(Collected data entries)
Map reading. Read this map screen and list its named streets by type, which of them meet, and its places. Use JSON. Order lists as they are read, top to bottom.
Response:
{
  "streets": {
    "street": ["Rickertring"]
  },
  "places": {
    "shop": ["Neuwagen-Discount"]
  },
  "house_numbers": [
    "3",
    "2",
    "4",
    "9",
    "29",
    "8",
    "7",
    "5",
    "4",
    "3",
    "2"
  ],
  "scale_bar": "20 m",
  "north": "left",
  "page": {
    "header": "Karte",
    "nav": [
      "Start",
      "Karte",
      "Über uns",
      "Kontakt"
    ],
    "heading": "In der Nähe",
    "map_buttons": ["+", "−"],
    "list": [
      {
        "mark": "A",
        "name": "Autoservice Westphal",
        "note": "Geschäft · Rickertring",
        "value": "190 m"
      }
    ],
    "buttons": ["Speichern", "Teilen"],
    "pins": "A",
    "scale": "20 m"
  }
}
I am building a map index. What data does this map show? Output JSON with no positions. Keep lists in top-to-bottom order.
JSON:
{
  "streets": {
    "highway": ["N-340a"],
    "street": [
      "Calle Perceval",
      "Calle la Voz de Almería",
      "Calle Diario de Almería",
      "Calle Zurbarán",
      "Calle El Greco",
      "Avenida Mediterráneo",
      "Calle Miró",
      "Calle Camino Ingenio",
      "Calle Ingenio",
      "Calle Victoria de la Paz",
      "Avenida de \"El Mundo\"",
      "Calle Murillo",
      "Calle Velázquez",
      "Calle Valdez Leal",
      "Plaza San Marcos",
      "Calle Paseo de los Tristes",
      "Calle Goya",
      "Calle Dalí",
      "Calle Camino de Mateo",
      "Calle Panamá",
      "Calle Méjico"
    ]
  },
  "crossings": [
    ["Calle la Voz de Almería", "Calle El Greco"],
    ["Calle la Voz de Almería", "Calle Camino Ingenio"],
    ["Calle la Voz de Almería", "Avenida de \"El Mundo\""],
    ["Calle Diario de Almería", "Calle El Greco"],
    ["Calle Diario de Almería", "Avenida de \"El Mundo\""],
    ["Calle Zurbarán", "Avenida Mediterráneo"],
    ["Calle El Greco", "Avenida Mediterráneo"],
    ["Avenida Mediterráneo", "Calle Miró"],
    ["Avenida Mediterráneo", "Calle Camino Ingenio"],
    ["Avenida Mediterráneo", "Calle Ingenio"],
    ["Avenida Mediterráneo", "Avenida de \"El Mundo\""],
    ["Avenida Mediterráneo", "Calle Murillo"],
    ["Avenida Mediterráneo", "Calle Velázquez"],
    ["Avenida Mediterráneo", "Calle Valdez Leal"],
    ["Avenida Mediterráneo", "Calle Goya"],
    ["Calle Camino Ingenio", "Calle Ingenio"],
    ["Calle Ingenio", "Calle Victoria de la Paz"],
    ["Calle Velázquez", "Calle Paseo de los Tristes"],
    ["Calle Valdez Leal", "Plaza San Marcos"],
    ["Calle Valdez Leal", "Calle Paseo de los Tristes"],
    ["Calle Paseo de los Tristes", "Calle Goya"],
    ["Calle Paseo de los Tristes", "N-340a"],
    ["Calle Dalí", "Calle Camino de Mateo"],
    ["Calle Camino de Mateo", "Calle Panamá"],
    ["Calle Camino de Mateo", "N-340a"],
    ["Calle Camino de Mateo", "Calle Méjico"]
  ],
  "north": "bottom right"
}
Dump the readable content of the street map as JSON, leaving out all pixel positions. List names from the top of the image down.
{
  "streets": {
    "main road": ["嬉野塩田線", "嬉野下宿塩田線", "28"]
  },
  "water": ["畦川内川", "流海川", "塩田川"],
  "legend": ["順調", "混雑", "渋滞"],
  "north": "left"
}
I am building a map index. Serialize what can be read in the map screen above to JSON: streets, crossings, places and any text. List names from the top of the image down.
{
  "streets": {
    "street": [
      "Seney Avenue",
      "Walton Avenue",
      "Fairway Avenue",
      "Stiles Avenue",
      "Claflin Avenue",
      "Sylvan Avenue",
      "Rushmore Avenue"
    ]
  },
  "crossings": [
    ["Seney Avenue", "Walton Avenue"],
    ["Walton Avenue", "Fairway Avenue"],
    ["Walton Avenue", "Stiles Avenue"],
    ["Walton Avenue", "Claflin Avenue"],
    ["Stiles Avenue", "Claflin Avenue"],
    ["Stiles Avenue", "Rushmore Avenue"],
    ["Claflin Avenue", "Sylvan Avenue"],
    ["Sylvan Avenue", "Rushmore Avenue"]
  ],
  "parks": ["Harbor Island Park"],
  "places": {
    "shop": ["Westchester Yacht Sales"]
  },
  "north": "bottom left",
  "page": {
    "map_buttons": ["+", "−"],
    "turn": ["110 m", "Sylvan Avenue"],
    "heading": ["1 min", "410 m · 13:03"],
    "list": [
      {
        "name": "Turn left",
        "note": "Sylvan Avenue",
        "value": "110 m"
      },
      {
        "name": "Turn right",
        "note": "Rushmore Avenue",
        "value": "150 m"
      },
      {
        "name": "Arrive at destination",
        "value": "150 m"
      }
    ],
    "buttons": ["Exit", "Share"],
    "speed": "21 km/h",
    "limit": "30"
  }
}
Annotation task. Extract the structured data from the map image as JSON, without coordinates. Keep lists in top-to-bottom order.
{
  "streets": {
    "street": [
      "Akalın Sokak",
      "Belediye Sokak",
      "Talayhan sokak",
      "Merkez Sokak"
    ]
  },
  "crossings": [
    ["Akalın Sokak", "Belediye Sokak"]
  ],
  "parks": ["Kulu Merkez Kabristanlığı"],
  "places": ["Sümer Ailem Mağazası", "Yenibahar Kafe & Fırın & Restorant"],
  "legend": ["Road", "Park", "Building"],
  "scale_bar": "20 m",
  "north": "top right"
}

PROBLEM:
Go through the data above and copy each line that holds the word "Tristes".

RESPONSE TO THIS TASK:
      "Calle Paseo de los Tristes",
    ["Calle Velázquez", "Calle Paseo de los Tristes"],
    ["Calle Valdez Leal", "Calle Paseo de los Tristes"],
    ["Calle Paseo de los Tristes", "Calle Goya"],
    ["Calle Paseo de los Tristes", "N-340a"],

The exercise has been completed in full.